I once read a short story, hating the main character more and more with every word, retching over his self-justifications, only to find the twist at the end where the author reveals that he _knows _his main character is a monster. It was brilliant.

It was also a short story. I'm not sure you can carry that kind of technique all the way through a novel.



> I as the author am not siding with the Naturahans i sense you seem to think so.


Well, this is an excerpt, so we have a limited sample to draw from.

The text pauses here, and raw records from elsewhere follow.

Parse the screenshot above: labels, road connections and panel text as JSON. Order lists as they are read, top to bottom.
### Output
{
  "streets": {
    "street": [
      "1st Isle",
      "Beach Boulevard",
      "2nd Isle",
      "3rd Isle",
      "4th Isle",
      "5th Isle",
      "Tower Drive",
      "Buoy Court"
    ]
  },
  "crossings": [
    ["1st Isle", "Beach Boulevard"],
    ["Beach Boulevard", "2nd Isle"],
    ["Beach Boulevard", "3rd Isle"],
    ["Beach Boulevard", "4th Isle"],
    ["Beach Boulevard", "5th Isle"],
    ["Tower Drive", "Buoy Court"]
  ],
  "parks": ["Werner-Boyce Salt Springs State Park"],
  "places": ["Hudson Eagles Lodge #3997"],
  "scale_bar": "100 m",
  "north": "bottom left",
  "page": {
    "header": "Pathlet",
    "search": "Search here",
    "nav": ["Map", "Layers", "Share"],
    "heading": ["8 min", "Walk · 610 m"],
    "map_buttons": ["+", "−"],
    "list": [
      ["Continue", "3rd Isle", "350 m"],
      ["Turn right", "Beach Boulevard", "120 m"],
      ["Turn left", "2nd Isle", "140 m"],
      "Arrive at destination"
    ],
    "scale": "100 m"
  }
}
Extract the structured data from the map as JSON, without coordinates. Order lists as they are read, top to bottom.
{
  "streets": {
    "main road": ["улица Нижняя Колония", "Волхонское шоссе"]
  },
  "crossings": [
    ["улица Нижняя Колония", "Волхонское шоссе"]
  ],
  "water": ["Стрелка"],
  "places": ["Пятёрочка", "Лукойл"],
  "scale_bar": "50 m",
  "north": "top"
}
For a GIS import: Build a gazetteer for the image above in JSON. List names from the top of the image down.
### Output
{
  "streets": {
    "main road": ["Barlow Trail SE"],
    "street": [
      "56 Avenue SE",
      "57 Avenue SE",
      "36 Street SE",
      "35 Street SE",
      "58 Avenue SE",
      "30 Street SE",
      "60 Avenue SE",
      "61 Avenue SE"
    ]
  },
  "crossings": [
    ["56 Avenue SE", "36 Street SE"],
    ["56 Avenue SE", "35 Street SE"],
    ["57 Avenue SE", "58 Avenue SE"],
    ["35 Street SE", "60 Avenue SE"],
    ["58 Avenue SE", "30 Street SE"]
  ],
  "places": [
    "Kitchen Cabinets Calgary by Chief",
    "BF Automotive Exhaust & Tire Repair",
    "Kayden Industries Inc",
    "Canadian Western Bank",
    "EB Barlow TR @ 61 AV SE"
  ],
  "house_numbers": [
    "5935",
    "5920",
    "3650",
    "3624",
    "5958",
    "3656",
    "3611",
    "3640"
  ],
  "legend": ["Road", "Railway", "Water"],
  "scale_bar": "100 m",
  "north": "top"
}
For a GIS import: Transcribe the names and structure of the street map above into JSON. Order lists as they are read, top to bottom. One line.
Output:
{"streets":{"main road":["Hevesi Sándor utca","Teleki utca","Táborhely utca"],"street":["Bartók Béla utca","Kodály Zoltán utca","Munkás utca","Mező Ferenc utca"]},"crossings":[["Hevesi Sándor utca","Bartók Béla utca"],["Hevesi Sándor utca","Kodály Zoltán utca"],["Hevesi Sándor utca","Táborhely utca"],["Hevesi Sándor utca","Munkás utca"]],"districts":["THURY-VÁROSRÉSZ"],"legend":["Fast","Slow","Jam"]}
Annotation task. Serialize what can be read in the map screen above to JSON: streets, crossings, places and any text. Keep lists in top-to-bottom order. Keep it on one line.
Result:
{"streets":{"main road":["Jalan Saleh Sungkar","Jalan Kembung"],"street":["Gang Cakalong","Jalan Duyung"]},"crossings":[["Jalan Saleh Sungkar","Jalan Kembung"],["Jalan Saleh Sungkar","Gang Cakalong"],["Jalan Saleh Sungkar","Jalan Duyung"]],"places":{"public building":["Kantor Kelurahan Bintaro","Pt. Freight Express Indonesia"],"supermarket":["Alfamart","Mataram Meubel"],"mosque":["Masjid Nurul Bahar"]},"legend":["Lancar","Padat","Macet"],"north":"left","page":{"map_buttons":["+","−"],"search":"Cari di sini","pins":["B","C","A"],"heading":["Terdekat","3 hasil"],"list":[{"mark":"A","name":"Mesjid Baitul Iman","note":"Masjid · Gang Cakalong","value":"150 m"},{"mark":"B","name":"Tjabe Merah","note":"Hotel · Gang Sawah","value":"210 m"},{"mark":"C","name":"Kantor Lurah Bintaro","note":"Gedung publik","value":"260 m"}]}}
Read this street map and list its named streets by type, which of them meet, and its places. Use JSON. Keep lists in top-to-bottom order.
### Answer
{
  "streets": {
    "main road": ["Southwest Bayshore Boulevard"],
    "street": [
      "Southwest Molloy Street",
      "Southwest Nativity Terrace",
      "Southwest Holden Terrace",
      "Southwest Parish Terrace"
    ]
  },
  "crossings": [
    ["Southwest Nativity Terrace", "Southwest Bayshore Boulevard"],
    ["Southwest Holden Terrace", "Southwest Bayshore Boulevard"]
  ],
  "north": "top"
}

Nonetheless, I find nothing reserved about your presentation of the Naturahans. You need to fold a little subtlety in this opening part and give your audience a hint. Usually this is done through the POV character's reactions - if he was a tad skeptical, then the reader would be too. But he's not.



> I sense you seem to be outraged that i even thought of putting pen to paper and decided to publish.




Well, the editor in me is outraged at your abuse of punctuation, but really, that's trivial. Think of it as a petty rage, like a tempest in a tea-pot.



> I took a risk which most of you on here seem frightened to do


I'm actually published as a e-book author and I have a self-published book I'm currently flogging. Here, check it out: http://www.WorldOfPrime.com

_(Man, that was sly how you slipped that in there. Shameless self-promotion!
Shh! Idiot! They can hear you!
What? Oh *(&(&*!)_

I've even got a piece in the War of the Words contest. The deadline is August 20th, so hurry on over there!



> I'm getting interest from publishers and bookstores around the world. I'm getting interest from agents. I'm creating business for others. I'm getting interest from movie studio's in the US already.


I would say I find this hard to believe, but... this.

So, good on you, mate! 



> Sometimes it just seems there are two attack dogs on this site who perpetually find the negative in everything


What? I just got here, and I'm already in the elite club?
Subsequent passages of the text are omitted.